I knew instantly I’d made a blunder. “So,” Sarah said, “he’s never mentioned a wife. Yet if I’m to believe anything you say, not only does he have one, but she’s under the weather.”

“Sarah, listen, I know I may have seemed a bit odd tonight.”

“Gee, I hadn’t noticed.”

“It’s kind of hard for me to explain right now. I just have a few things I have to attend to, but, listen, it’s not like I’m having an affair or anything.”

In some households, mentioning the word “affair” might be enough to raise suspicions, start an argument, make someone burst into tears. Sarah reacted differently to the suggestion that I might be seeing someone else.

She began to laugh.

“Why is that so funny?” I asked.

She smiled. “You having an affair. Of all the people I’d suspect of having an affair, you’d be the last. You know why?”

“Why?”

“Because you’d have too guilty a conscience. When you’ve done something wrong, you can’t hide it. It shows in your face. You get kind of flushed, you perspire. I can spot these things.”

I shot a sideways glance into our dresser mirror. I looked warm. Sweaty, even.

“No,” Sarah said, regaining her composure. “I think I’ve got it figured out. I know what’s going on.”

“You do.”

“Yep.”

“What is it you think is going on?”

She approached me and smiled. “I think maybe, just this once, for the first time since we’ve been married, you’ve actually remembered my birthday and decided to do something special about it.”

I tried to smile as Sarah slipped her arms around my waist. “That is what’s going on, isn’t it?”

I locked my arms around her and she pressed herself into me. “It’s never very easy to pull one over on you,” I said.

“You’ve been running all over the place.

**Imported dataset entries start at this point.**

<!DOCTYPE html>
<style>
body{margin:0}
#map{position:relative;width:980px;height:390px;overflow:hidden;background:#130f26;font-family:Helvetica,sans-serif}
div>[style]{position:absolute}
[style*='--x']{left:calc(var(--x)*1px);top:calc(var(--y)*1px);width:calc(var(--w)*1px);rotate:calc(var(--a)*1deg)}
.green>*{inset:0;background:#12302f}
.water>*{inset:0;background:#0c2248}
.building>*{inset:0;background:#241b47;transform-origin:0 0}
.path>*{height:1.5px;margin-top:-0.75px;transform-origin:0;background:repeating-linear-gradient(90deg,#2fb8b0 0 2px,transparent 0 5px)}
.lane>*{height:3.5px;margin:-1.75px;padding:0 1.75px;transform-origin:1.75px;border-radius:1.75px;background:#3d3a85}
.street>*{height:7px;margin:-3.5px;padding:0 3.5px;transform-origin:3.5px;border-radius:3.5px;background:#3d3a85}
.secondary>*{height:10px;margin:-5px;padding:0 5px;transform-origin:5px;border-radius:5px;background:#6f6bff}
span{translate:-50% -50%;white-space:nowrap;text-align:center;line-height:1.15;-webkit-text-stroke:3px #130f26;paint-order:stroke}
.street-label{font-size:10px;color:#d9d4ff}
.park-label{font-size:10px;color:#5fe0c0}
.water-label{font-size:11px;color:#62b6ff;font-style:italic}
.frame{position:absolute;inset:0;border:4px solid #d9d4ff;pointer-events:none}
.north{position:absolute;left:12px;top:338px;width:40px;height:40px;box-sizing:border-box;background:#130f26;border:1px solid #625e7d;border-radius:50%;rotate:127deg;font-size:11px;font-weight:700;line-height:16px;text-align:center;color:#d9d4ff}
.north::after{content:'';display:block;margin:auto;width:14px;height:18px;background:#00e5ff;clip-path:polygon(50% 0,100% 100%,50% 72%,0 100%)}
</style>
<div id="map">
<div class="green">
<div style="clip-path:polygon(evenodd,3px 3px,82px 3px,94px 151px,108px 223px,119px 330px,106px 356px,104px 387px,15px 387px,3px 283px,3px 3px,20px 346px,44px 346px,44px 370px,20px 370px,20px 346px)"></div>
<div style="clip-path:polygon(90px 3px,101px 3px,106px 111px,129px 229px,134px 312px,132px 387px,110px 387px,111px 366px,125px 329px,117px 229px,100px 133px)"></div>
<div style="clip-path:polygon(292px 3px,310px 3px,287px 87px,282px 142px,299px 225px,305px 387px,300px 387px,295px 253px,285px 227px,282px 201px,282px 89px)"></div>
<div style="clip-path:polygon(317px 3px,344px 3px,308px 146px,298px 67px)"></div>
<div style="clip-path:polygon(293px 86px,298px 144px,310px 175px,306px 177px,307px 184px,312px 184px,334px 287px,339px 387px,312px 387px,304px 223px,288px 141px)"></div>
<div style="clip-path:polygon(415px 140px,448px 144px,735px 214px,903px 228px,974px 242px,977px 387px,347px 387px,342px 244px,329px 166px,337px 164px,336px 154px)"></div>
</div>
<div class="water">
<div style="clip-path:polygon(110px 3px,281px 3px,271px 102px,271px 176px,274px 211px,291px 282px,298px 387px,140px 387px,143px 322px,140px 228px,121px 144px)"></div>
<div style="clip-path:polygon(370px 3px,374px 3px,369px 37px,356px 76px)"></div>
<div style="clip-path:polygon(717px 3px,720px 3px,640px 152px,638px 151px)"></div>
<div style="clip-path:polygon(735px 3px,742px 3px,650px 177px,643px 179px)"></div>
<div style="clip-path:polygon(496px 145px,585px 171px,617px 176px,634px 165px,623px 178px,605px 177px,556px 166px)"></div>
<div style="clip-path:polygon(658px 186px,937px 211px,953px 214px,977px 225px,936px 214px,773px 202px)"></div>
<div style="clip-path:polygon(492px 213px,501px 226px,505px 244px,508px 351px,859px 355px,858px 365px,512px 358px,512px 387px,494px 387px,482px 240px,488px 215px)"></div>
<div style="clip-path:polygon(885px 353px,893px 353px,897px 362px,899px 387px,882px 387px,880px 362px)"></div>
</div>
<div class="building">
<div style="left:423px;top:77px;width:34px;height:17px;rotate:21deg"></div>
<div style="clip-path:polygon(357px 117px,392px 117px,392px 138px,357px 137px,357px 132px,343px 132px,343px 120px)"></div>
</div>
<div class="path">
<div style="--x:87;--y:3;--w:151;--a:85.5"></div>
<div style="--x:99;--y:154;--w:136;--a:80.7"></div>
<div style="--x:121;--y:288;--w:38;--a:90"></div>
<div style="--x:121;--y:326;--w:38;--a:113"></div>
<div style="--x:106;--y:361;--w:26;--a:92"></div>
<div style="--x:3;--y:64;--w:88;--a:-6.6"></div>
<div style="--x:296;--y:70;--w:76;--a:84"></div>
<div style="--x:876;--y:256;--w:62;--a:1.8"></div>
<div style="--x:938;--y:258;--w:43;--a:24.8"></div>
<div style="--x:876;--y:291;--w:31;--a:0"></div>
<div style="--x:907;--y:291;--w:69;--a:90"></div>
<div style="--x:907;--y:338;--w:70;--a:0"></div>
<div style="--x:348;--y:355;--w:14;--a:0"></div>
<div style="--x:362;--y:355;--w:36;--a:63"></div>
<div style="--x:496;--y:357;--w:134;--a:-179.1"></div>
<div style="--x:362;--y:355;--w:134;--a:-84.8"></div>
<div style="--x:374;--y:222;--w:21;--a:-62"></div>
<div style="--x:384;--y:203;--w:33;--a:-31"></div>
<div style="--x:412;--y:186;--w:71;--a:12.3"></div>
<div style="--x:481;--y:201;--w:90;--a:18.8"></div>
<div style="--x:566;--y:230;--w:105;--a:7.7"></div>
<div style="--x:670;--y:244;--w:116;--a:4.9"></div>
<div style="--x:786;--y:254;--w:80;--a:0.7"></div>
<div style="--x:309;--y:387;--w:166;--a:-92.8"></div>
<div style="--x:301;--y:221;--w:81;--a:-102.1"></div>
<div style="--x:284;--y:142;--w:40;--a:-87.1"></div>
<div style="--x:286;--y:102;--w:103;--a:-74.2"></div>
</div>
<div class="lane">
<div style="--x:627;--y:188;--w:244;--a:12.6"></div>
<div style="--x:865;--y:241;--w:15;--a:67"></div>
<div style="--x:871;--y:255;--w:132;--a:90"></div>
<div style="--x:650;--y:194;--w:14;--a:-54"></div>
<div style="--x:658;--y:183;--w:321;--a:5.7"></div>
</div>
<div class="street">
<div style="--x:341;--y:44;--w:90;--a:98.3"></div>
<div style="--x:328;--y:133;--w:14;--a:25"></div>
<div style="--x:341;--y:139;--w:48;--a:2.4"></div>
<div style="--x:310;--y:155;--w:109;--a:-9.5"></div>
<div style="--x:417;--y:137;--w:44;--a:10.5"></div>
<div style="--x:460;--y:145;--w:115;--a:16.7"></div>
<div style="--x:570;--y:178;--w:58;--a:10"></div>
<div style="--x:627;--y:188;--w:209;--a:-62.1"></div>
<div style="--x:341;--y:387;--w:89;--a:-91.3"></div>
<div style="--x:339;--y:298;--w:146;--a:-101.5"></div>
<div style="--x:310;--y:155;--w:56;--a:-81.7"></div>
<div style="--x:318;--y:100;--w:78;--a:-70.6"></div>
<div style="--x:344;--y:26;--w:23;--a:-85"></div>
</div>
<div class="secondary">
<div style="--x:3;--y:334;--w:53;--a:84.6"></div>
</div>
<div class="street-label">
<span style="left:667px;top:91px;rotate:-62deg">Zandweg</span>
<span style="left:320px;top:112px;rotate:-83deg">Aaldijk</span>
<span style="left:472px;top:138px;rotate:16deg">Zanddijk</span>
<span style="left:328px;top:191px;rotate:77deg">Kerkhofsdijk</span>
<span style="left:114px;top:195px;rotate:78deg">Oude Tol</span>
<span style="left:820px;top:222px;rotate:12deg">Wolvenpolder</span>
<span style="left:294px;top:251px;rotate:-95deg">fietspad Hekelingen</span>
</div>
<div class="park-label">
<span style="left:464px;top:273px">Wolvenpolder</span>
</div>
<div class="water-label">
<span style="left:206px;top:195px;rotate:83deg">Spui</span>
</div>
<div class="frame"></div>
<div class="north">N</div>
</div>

When I was at the market, after we got home. What are you up to?” She turned her head up toward mine and breathed on my neck. Her hands were moving from behind my waist and settling on my butt.

“I really can’t tell you now,” I said, my mouth on her ear. “I want it to be a surprise.”

She grinned, and moved her mouth onto mine. She darted her tongue in a couple of times, then pulled away. “Go close the door,” she said.

“Aren’t there kids in the house?” I said. I needed an excuse not to go through with this. I was a bit concerned, what with all the things currently occupying my thoughts, that I might not quite be up to what Sarah had in mind.